- Data provided -

↓

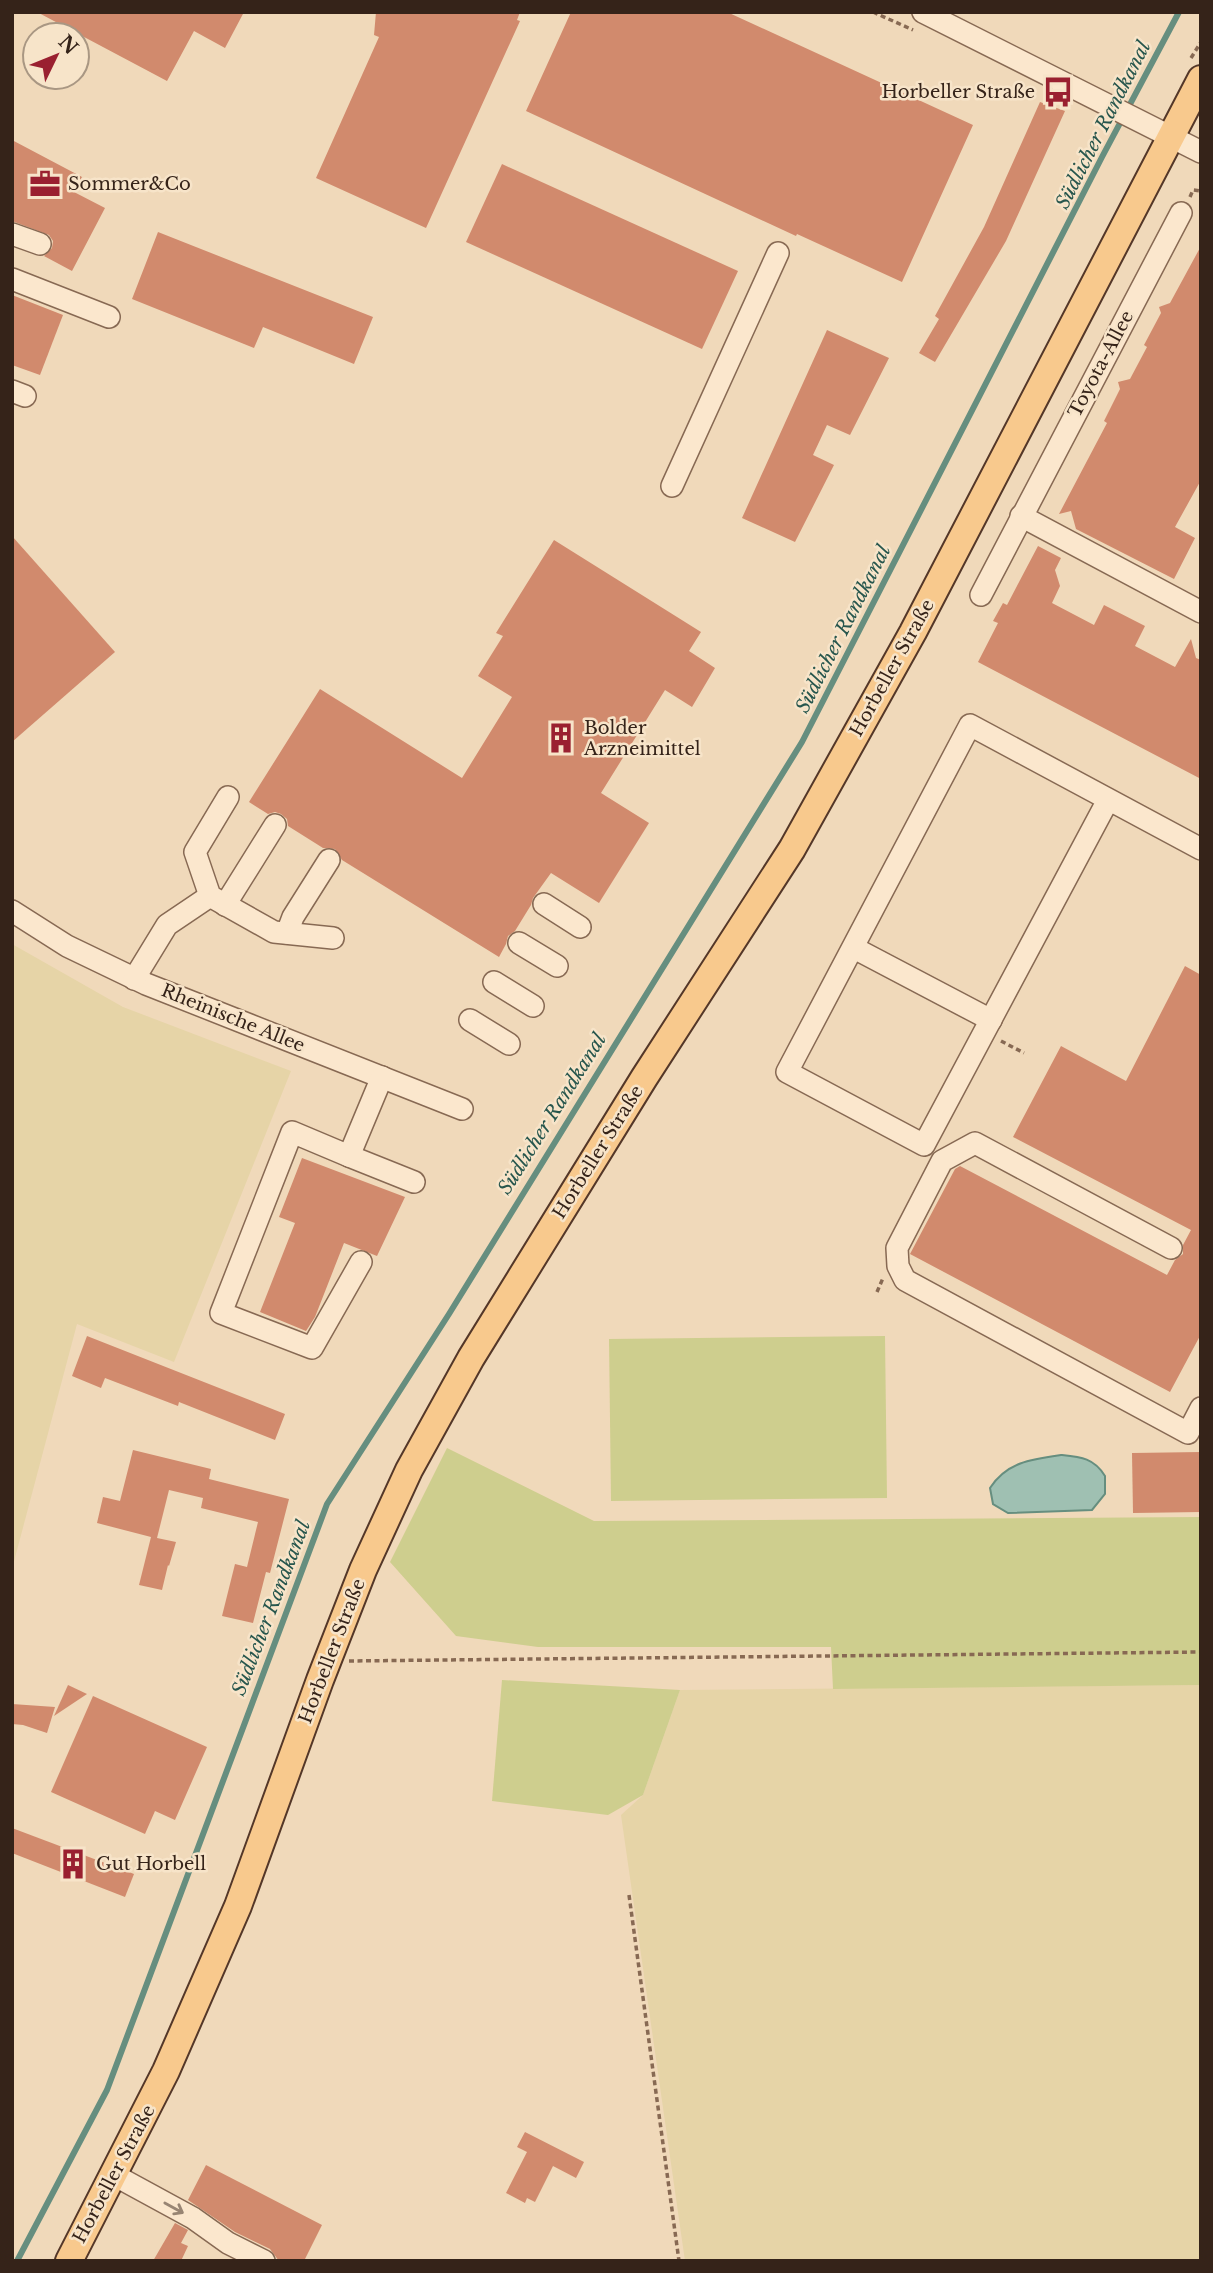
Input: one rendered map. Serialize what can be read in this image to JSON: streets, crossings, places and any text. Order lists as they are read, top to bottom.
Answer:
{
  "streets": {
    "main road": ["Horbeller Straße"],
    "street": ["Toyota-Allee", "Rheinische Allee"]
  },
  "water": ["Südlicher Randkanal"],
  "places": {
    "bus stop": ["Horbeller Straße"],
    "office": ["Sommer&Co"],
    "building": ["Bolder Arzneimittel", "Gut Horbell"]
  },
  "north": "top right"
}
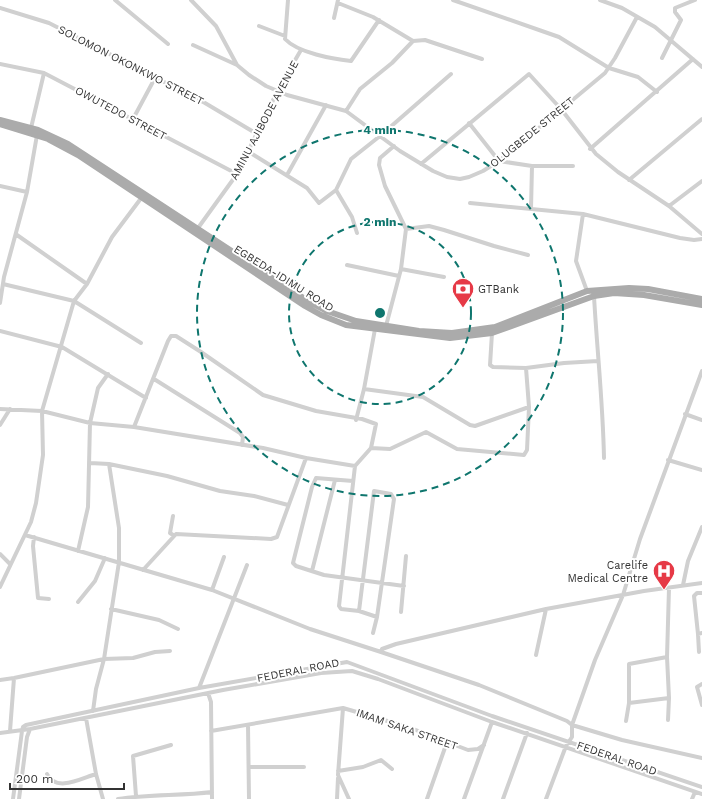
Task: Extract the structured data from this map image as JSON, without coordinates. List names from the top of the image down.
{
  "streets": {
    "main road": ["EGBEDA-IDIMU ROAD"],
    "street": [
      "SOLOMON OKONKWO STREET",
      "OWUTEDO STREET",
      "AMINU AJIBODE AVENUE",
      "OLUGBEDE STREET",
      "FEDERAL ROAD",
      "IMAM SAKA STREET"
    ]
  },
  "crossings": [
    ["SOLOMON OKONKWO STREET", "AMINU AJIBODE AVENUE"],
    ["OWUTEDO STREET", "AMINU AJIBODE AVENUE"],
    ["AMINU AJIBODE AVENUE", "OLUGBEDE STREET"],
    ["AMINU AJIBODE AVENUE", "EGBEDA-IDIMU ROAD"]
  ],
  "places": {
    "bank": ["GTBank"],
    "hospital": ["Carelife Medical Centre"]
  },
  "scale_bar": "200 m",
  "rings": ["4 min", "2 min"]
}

↑
↓

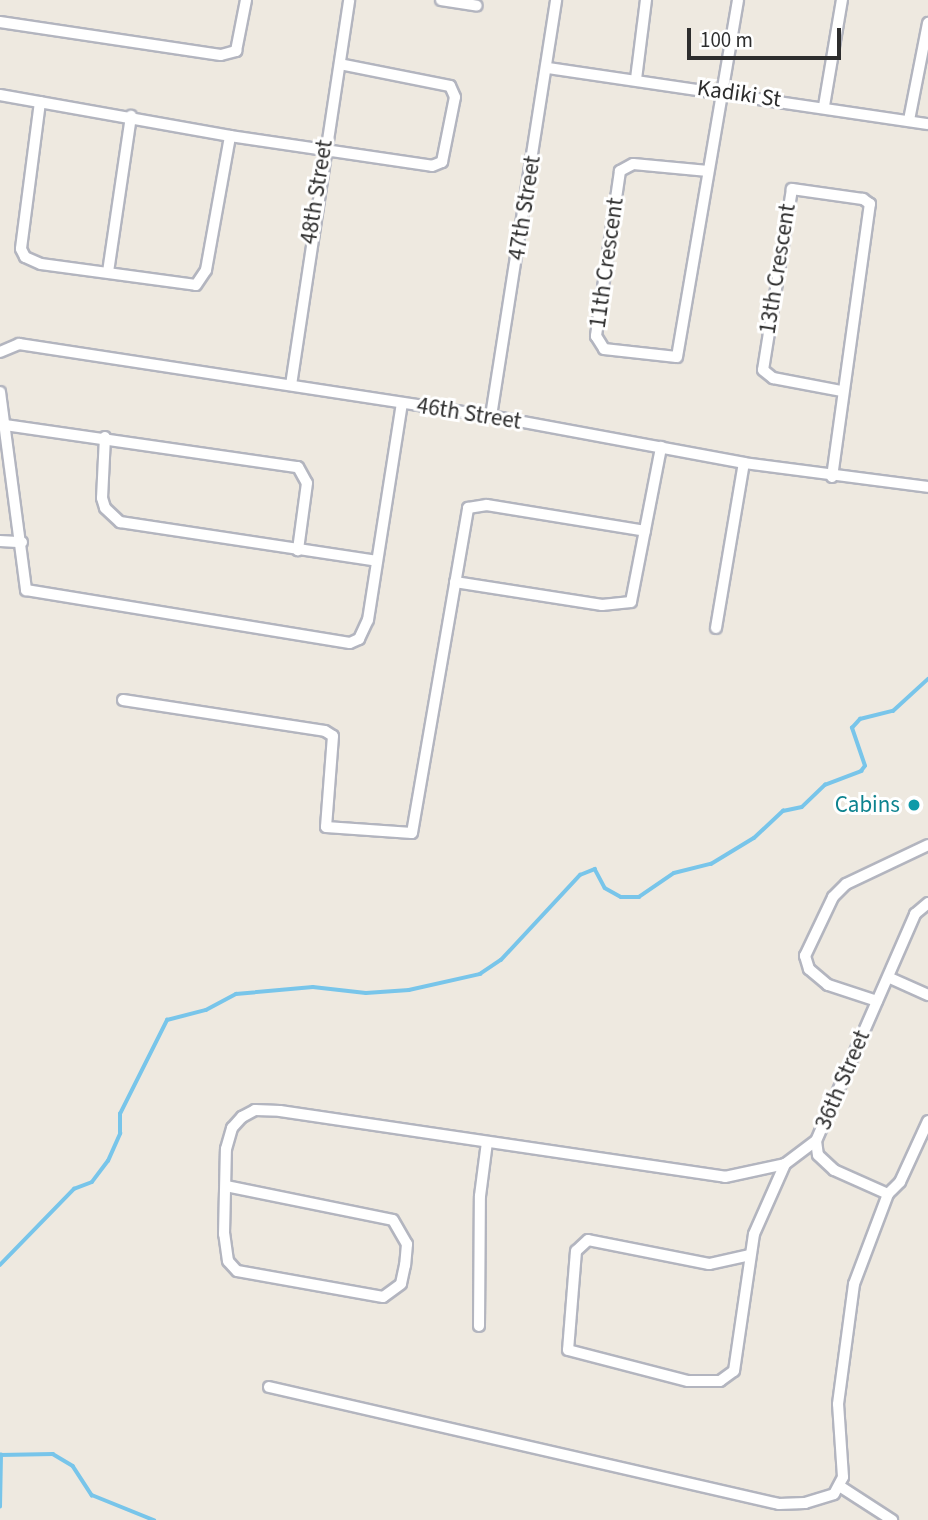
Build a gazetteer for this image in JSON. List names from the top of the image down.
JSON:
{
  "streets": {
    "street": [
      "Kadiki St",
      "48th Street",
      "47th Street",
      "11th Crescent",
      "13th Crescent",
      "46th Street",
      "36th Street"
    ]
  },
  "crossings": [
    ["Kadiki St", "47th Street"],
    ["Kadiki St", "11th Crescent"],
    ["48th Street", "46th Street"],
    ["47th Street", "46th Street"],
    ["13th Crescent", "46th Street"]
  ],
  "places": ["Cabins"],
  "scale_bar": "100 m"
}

↑
↓

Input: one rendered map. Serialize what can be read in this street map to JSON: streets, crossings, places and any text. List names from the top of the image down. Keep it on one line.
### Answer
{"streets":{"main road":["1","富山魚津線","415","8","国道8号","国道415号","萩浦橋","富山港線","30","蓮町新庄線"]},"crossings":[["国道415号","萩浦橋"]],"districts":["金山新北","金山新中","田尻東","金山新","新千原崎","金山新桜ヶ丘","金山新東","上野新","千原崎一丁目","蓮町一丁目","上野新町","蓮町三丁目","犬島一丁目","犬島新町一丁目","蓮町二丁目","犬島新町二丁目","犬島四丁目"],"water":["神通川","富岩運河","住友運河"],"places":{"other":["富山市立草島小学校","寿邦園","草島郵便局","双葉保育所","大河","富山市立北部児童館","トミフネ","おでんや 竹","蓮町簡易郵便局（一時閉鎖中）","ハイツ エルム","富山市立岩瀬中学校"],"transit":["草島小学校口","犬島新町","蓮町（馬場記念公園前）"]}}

↑

Your task is to copy each line of the entries that includes the word "Serialize".

Input: one rendered map. Serialize what can be read in this image to JSON: streets, crossings, places and any text. Order lists as they are read, top to bottom.
Input: one rendered map. Serialize what can be read in this street map to JSON: streets, crossings, places and any text. List names from the top of the image down. Keep it on one line.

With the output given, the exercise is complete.